A cautionary note for Linux users: none of these services will work for you. Lovefilm and Netflix both require Silverlight player, to enforce DRM restrictions; and YouTube for some reason doesn’t allow playback for film rentals on Linux either (probably due to DRM reasons again) even though its standard player is Flash-based.

I think the big gap at the moment is in how broad and deep TV show libraries are on streaming services. Hulu still hasn’t launched in the UK, despite noises being made about it back since 2009. What I found for all the three streaming service here is that the content is either something already available for free from the channel on which they air, or, when available, restricted in the number of seasons that are available. That, however, is a broader industry issue – and I hope TV networks catch on to that fact that if they don’t make content available legally, people will simply get it when they want through illegal means. Movies also have the same ‘release window’ problem, but it’s much more acute with TV shows because streaming services usually catch up with many seasons later whereas with many films I’m happy to wait until the time they become available. (The films I really want to watch, I watch in the cinema.)

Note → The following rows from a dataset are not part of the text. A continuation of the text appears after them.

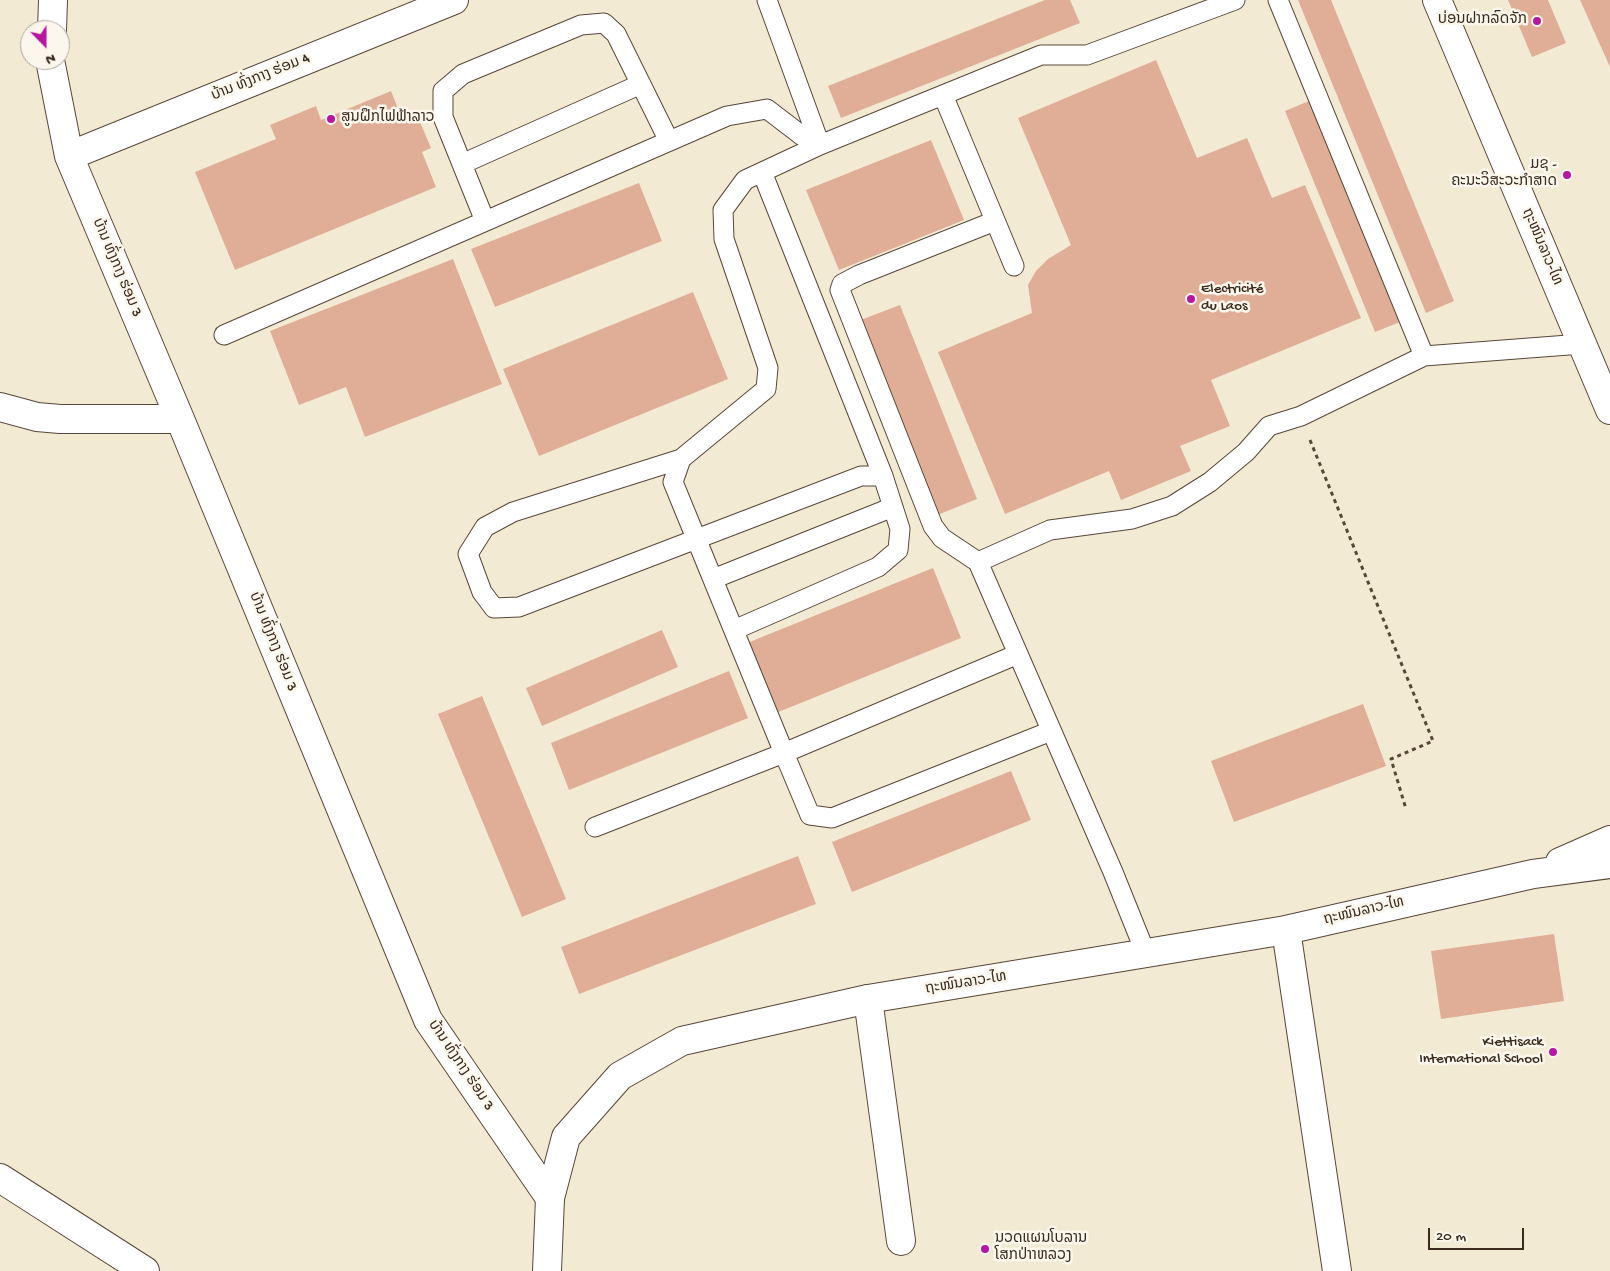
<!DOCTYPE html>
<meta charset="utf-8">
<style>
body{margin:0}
#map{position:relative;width:1610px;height:1271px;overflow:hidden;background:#f3ead3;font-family:"Gochi Hand",sans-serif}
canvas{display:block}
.north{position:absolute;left:20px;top:20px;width:50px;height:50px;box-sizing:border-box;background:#fbf7ec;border:1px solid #aea59a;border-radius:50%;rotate:158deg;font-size:14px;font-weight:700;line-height:20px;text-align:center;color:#3b2a1e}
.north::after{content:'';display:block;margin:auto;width:18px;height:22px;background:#b5179e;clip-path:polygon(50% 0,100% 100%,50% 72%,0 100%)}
.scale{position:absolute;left:1428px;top:1228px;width:96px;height:22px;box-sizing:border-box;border:2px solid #3b2a1e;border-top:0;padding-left:6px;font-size:15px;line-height:18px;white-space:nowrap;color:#3b2a1e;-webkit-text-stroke:4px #fbf7ec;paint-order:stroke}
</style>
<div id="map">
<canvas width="1610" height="1271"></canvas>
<div class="north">N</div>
<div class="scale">20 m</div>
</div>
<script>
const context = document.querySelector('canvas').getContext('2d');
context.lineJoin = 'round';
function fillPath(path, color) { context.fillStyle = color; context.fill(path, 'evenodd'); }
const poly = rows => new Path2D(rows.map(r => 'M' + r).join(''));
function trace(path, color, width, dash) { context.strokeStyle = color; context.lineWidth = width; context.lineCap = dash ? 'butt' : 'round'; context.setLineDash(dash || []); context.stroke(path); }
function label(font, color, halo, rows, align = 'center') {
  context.font = font + ' "Gochi Hand","Noto Sans Lao",sans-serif'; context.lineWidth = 5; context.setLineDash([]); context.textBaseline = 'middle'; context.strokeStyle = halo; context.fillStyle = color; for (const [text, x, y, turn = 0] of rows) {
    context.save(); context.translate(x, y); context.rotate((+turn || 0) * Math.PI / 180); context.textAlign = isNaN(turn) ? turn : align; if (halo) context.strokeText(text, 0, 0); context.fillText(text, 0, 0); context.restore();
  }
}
fillPath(poly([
 [1045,0,1070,0,1080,23,841,118,828,86],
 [1298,0,1331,0,1454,301,1426,313],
 [1508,0,1548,0,1566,43,1532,57],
 [1580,0,1610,0,1610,67],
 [1156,60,1197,158,1247,138,1272,198,1305,185,1361,318,1211,380,1230,426,1180,446,1191,471,1121,500,1109,471,1005,514,938,352,1032,313,1028,285,1036,271,1048,259,1071,245,1018,118],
 [391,91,403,121,417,115,431,148,422,152,436,187,235,270,195,172,276,139,270,125,316,106,321,120],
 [1309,101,1400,322,1375,332,1285,111],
 [931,140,964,220,839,270,806,190],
 [639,183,662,241,495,307,471,249],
 [453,259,502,384,365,437,346,387,299,405,270,331],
 [693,292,728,379,539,456,503,369],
 [900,305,977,499,935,516,858,321],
 [933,568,961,638,776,713,747,643],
 [662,630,678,667,542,726,526,688],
 [729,671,748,718,569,790,551,743],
 [482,696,566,899,522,917,438,714],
 [1363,704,1386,766,1234,822,1211,761],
 [1011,771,1031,820,852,892,832,842],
 [798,856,816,904,579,994,561,947],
 [1554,934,1564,1001,1441,1019,1431,951]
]), '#e0ae97');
const lane = poly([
 [943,95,1014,266],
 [462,164,641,84],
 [762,172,883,476],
 [485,221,443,117,443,91,463,74,581,25,604,23,616,34,669,141],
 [995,221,859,275,842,284,840,290,933,526,942,538,978,562,1113,872,1146,954],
 [224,335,727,116,767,109,801,135,820,145,1041,55,1087,55,1235,0],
 [1424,356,1582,344],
 [681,459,513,512,485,527,468,554,482,592,494,608,519,607,861,476,883,476,900,529,898,550,878,567,734,630],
 [978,562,1050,530,1132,519,1172,506,1210,482,1246,452,1269,426,1301,416,1424,356,1278,0],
 [713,579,893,507],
 [1018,654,784,753,810,815,832,818,1051,731],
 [595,827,784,753,673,482,681,459,766,389,768,368,724,239,723,210,745,180,820,145,767,0]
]);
const street = poly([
 [52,30,53,0],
 [50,60,69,156,180,419,428,1020,550,1198],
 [69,156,454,0],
 [0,407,37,417,60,419,180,419],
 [1286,930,1337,1271],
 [868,999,901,1241],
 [0,1178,145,1271]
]);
const secondary = poly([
 [1437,0,1610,410],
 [1560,862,1610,840],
 [547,1271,550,1198,566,1137,620,1076,682,1041,868,999,1286,930,1533,874,1610,864]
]);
trace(lane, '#574739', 21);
trace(street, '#574739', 30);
trace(secondary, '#574739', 30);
trace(poly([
 [1310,440,1433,741,1391,759,1406,809]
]), '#574739', 3, [4, 4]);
trace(lane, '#fff', 19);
trace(street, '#fff', 28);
trace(secondary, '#fff', 28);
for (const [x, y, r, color] of [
 [1537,21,5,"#b5179e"],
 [331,119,5,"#b5179e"],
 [1567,175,5,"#b5179e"],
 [1191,299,5,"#b5179e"],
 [1553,1052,5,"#b5179e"],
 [985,1249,5,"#b5179e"]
]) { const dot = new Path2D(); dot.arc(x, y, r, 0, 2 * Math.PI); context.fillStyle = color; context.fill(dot); trace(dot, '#fbf7ec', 2); }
label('15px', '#3b2a1e', '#fbf7ec', [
 ["ບ່ອນຝາກລົດຈັກ",1527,21],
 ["ສູນຝຶກໄຟຟ້າລາວ",341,119,"left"],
 ["ມຊ -",1557,166],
 ["ຄະນະວິສະວະກຳສາດ",1557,183],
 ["Electricité",1201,290,"left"],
 ["du Laos",1201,307,"left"],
 ["Kiettisack",1543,1043],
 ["International School",1543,1060],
 ["ນວດແຜນໂບລານ",995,1240,"left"],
 ["ໂສກປ່າາຫລວງ",995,1257,"left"]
], 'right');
label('15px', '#3b2a1e', '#fbf7ec', [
 ["ບ້ານ ທົ່ງກາງ ຮ່ອມ 4",261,78,-22],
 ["ຖະໜົນລາວ-ໄທ",1541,247,67],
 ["ບ້ານ ທົ່ງກາງ ຮ່ອມ 3",116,268,67],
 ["ບ້ານ ທົ່ງກາງ ຮ່ອມ 3",272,642,68],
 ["ຖະໜົນລາວ-ໄທ",1364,912,-13],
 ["ຖະໜົນລາວ-ໄທ",966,984,-9],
 ["ບ້ານ ທົ່ງກາງ ຮ່ອມ 3",460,1066,56]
]);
</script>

I think what I like best about streaming video – Netflix in particular – is that it makes finding new stuff to watch so effortless. I don’t need to go hunting for links on illegal streaming sites or worry about what quality the video will be. I like the simplicity and I want content creators to be compensated for their work. I hope that this march towards a future of on-demand content does not get bogged down with exclusive deals which effectively silo different content across multiple services.

N.B. I realise that it’s hard to objectively call Lovefilm’s UX bad without further data. Craigslist, for instance, stands out as an example of website design that doesn’t turn heads but clearly works for them. The only measure that can really speak definitively is data from split testing of design / functionality, or revenues. Here again, the problem is that Lovefilm may have higher revenue due to its volumes in the DVD retail business, so any comparison would need to be done on revenue purely for its streaming business versus Netflix’s. And that data is not easily available. Perhaps Lovefilm has found their design does work them, due to familiarity in the eyes of its users versus Netflix users who may be ‘savvier’ (again, a question that cannot be answered without knowing demographics). My intention in writing this blog post was to present what I felt about the design and service of the two contenders – in the hope that some people find it useful.